NFL stars never far from ‘Madden’ crowd
NEW YORK -- The opposition was throwing the ball all over the place when Marshall Faulk watched his son’s football game last year.
Afterward, the 12-year-old lamented that his team didn’t use the cover-2 defense.
Faulk, the retired 2000 NFL MVP, considers such moments the greatest influence of the “Madden NFL Football” video game, which celebrates its 20th anniversary this year. He overhears his son and his friends casually tossing around such football terminology as cover-2 or 4-3 defense, concepts they learned from maneuvering virtual players.
“I know I didn’t teach it to them,” Faulk said, “because they haven’t asked me.”
To the guys for whom those terms are part of their jobs, “Madden,” whose 2009 edition was released last week, is an institution. Younger NFL stars like 25-year-old Tennessee Titans quarterback Vince Young have been playing the game practically since they were old enough to hold a controller.
Last year, Young was on the cover. It’s a distinction today’s players regard with great pride.
Baltimore Ravens linebacker Ray Lewis, a two-time NFL Defensive Player of the Year, called his turn on the cover “one of the greatest honors I think I’ve ever had.”
Granted, Lewis’ declaration came during a celebration of the anniversary in June that included fellow former cover stars Faulk, Young, Daunte Culpepper and Shaun Alexander.
But there’s no doubt how seriously NFL players take the game.
“Even if you’re not on the cover, you look at your rankings and stats and always question them,” Faulk said of the ratings for various abilities players are given in each year’s edition. “You want to make sure you show ‘em.”
Lewis will check the ratings and think: “Huh? This guy is faster than me? I ain’t never lost to this guy.”
“What do they rate me off of?” he huffed. “My career? Last year?”
Culpepper noticed he was treated differently around the league after his cover appearance.
“Everywhere I went, people wanted to challenge me,” he said.
Alexander’s 13-year-old cousin didn’t acknowledge that the former Seahawks running back, the 2005 NFL MVP, was “pretty good” until he graced the front of “Madden.”
Said Young, “When I was overseas in March, people noticed me just because of the ‘Madden’ cover.”
Faulk has run into hard-core gamers who “tell you what new little trick, nuances, what attributes you had, the way they used you.”
Then again, many of his fellow pro football players could share the same tidbits. Culpepper estimated that many in the NFL play the game three to four hours a day during the off-season. Once the season starts, the volume decreases -- to about three to four times a week.
With their blazing competitive streaks, NFL players find the rivalries of the game irresistible.

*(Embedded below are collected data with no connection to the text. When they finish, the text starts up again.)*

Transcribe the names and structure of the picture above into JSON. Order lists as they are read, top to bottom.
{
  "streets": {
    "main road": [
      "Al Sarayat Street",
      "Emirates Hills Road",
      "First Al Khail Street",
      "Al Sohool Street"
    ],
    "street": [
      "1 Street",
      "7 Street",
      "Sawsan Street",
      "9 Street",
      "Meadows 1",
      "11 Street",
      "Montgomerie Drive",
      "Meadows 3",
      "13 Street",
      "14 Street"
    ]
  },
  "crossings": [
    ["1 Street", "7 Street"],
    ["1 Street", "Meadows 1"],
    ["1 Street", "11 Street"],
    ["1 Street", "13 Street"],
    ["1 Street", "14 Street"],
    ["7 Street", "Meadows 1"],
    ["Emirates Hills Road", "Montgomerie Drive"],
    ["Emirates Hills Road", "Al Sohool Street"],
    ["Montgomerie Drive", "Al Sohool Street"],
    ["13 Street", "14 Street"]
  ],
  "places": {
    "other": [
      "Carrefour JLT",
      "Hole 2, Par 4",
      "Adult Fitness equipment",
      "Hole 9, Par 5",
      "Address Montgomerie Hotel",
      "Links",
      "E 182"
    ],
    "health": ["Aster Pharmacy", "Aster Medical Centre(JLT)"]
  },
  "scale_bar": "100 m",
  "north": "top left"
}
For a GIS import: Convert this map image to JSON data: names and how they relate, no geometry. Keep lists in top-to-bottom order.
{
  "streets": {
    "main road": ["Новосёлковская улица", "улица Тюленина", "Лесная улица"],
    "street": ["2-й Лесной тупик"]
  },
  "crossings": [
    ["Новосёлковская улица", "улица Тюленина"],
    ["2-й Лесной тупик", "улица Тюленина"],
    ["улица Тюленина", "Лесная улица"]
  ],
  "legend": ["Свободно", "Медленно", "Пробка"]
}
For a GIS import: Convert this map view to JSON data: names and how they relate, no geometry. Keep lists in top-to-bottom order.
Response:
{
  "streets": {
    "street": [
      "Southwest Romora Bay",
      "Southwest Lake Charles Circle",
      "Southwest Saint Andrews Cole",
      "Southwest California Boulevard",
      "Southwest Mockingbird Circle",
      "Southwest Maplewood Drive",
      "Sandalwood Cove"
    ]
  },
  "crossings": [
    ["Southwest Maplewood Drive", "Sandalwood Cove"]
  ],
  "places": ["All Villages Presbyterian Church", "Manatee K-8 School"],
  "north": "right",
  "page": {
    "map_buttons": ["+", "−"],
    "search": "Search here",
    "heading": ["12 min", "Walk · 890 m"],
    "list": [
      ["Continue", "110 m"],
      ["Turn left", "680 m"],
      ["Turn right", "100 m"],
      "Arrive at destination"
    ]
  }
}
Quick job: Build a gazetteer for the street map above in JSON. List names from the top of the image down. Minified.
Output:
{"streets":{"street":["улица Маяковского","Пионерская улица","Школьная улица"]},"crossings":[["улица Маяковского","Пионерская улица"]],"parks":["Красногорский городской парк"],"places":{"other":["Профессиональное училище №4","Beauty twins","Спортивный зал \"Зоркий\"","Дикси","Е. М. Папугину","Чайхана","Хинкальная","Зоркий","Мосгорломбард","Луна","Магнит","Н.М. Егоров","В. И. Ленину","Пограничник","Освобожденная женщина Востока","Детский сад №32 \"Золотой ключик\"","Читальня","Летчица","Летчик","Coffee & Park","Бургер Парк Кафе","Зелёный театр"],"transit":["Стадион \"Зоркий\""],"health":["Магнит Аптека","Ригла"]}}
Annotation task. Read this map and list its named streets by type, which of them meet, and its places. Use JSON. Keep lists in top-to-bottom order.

That means lots of trash-talking and the kinds of bets only millionaires can make.
Young conceded that he has “lost a lot of money, broke a lot of controllers, probably broke a PlayStation 2.”
Culpepper has “won some mortgage payments, lost some mortgage payments.”
Faulk once agreed to a wager with a lower-paid teammate. If Faulk won, the teammate had to wash his Bentley for a month. If the teammate won, he got to drive Faulk’s Bentley for a week.
Faulk lost.
Sometimes the bets don’t involve money or fancy cars. Alexander wagered with his teenage brother-in-law over the right to make the other drop and do 10 push-ups or sit-ups at any time. “My little brother to this day owes me 2,500 push-ups,” Lewis said.
The game has benefited from John Madden’s name. He is an ex-NFL player, a former head coach with the Oakland Raiders and is a broadcast analyst for NFL games. In 2006, he was inducted into the Pro Football Hall of Fame in recognition of his coaching career.
“Madden” is so pervasive that it has its own curse. Players who appear on the cover always seem to get injured afterward -- or so the myth goes.
The five former cover stars scoffed at the curse talk. Any injuries reflect the physical nature of the sport, they insisted -- nothing more, nothing less.
Alexander summed it up: “You run into knuckleheads like Ray here.”